### Action item
In the listing below, find each line that holds "nowrap" and list it.

### Data listing
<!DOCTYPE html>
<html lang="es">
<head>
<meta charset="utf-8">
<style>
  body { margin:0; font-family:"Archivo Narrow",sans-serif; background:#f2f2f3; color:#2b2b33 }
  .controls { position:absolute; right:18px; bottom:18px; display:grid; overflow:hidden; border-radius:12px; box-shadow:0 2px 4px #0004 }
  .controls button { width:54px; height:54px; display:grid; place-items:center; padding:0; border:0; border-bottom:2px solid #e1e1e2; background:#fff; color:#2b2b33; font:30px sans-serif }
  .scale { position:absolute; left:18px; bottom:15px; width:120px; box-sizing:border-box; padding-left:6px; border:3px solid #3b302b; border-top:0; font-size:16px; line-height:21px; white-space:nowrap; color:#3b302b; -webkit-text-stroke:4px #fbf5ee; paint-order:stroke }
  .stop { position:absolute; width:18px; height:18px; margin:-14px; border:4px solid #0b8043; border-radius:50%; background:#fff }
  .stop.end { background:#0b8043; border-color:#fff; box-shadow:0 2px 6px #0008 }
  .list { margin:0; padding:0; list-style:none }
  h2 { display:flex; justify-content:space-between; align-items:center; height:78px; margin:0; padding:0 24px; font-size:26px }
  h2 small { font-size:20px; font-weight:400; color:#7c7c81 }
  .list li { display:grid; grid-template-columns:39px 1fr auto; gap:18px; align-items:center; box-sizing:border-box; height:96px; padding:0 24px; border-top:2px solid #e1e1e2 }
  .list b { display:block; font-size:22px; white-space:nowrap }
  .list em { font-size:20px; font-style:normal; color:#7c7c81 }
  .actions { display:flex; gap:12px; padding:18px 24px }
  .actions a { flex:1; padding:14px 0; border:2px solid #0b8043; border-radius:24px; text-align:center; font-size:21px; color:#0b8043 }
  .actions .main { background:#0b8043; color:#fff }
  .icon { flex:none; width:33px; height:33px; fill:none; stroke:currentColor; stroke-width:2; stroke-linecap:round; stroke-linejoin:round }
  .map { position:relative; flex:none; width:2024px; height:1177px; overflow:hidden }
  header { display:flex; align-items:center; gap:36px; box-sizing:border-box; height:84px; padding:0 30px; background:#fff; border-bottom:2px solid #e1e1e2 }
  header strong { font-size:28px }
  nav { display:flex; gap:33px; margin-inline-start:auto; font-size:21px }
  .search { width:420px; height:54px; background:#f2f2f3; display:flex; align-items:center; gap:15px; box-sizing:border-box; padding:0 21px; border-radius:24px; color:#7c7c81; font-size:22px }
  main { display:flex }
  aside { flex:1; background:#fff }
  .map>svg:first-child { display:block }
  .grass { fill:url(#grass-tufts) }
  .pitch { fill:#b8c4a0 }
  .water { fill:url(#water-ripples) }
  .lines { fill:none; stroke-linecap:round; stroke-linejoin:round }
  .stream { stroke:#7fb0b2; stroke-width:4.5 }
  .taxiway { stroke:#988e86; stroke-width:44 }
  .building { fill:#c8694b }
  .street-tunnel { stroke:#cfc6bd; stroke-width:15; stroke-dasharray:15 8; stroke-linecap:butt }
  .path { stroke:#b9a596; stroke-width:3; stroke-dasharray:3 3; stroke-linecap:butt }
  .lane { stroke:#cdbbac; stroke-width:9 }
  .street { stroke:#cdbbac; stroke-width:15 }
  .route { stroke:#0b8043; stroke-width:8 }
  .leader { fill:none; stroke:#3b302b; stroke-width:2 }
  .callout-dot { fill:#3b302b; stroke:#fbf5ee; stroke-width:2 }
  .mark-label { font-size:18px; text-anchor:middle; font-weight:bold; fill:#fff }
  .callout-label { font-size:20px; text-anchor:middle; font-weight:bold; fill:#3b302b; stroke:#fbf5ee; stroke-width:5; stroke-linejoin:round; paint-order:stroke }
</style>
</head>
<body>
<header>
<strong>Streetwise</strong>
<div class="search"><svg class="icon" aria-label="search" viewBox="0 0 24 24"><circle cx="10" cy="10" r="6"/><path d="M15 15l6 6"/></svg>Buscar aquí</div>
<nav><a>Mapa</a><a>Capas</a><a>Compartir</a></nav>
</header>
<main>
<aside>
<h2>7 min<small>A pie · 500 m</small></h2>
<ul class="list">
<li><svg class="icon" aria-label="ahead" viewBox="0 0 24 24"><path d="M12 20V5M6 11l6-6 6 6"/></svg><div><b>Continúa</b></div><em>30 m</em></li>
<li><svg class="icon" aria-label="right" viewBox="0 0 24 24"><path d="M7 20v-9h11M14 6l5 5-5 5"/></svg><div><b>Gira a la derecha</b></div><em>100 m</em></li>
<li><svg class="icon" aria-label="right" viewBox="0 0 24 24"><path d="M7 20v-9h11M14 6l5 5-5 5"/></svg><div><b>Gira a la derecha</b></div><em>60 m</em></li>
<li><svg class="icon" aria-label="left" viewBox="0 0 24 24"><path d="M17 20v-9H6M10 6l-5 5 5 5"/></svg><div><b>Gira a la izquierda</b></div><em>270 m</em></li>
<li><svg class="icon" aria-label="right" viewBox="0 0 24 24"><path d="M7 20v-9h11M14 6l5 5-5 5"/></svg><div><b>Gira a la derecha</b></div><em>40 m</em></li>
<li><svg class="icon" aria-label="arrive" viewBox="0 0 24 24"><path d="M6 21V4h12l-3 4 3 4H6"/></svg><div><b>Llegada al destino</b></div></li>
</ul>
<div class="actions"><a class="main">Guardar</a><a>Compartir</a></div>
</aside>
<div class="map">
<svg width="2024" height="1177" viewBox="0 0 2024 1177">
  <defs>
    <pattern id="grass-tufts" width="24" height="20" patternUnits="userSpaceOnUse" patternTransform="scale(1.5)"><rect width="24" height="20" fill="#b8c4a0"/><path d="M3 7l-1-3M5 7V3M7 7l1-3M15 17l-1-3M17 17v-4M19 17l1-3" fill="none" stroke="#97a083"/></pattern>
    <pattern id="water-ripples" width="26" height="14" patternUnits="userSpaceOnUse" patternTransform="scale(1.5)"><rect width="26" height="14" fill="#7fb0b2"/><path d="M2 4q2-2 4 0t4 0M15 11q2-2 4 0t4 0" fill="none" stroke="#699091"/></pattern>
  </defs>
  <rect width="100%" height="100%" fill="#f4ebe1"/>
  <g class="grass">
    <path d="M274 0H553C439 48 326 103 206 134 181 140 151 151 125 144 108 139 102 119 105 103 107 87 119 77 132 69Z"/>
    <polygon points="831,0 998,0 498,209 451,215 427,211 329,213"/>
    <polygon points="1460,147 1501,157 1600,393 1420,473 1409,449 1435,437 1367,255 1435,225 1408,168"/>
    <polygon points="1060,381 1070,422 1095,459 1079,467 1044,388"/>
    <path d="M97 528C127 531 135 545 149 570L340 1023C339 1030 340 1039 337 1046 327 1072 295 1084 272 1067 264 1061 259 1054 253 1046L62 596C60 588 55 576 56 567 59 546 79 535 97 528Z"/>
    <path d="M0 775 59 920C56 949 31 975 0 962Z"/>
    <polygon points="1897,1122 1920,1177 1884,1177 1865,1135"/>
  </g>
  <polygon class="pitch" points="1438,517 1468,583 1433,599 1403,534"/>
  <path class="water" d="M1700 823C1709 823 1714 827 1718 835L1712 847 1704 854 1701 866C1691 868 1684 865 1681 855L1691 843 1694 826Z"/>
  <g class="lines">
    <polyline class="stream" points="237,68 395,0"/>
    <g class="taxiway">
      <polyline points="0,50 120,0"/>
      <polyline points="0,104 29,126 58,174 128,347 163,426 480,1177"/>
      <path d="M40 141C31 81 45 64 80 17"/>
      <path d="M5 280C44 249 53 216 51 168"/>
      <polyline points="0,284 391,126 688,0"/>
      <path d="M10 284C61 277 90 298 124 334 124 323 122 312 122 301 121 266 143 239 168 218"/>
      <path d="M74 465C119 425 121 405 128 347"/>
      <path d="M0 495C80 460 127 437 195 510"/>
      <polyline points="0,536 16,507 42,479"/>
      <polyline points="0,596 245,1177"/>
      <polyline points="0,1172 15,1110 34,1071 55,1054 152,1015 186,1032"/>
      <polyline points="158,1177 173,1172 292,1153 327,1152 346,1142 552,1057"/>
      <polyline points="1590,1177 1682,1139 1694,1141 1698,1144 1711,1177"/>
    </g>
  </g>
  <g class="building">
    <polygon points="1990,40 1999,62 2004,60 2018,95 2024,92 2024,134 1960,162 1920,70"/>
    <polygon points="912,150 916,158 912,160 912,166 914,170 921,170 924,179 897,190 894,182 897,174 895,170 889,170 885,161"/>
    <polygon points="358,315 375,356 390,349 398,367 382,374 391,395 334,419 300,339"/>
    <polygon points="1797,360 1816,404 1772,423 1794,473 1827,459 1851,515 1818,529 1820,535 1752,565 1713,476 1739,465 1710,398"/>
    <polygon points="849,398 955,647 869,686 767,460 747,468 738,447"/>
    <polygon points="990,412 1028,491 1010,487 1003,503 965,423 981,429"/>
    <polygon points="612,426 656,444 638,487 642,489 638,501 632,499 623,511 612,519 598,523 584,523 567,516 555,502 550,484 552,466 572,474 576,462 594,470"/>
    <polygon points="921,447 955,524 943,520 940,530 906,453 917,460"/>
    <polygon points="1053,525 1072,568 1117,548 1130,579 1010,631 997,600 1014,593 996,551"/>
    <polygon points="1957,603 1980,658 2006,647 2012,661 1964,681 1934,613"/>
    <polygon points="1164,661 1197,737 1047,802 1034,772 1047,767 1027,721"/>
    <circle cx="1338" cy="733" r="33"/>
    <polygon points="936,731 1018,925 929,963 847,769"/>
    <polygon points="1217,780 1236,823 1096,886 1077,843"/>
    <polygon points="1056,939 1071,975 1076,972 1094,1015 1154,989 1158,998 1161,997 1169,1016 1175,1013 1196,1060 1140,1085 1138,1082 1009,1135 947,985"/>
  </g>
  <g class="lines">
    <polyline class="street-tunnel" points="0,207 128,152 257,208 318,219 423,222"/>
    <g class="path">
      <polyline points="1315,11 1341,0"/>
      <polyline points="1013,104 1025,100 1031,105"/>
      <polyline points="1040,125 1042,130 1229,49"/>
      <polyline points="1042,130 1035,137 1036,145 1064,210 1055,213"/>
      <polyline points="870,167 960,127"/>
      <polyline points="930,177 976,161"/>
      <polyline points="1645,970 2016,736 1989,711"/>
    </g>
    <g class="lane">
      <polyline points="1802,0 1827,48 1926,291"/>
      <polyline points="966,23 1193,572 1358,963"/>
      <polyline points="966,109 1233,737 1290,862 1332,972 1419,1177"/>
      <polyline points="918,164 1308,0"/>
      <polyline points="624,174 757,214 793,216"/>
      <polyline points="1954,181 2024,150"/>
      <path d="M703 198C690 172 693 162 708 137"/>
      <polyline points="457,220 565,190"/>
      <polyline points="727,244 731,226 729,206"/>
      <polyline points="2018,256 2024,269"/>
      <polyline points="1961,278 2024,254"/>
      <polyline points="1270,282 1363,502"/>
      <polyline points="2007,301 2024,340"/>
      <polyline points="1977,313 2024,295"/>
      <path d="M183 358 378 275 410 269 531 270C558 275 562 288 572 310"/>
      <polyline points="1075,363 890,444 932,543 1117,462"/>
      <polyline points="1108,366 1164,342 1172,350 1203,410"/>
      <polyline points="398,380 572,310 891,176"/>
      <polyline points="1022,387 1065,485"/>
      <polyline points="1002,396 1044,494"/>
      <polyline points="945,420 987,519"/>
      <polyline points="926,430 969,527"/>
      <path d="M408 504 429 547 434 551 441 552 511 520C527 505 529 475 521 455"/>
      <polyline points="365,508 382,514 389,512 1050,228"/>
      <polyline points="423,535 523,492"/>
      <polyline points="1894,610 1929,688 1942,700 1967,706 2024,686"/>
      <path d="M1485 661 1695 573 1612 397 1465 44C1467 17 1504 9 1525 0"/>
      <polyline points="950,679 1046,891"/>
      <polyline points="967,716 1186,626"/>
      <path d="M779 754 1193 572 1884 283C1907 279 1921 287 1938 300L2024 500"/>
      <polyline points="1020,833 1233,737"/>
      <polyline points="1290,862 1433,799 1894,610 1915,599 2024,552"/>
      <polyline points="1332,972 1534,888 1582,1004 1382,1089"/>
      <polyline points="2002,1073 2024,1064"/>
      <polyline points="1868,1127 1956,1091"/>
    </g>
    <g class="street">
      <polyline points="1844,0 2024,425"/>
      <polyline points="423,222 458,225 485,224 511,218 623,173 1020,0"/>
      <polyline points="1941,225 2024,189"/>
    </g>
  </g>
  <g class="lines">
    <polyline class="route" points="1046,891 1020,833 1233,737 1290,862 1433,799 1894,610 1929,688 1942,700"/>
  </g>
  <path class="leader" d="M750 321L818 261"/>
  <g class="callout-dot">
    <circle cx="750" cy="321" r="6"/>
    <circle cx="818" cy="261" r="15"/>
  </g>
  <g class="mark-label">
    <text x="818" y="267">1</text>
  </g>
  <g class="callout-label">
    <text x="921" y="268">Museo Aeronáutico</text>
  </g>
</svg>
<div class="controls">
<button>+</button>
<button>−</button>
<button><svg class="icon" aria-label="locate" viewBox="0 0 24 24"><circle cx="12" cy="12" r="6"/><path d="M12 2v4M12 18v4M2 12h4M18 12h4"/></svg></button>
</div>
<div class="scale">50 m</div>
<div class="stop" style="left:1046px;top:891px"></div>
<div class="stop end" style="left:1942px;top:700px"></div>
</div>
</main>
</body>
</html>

### Response
  .scale { position:absolute; left:18px; bottom:15px; width:120px; box-sizing:border-box; padding-left:6px; border:3px solid #3b302b; border-top:0; font-size:16px; line-height:21px; white-space:nowrap; color:#3b302b; -webkit-text-stroke:4px #fbf5ee; paint-order:stroke }
  .list b { display:block; font-size:22px; white-space:nowrap }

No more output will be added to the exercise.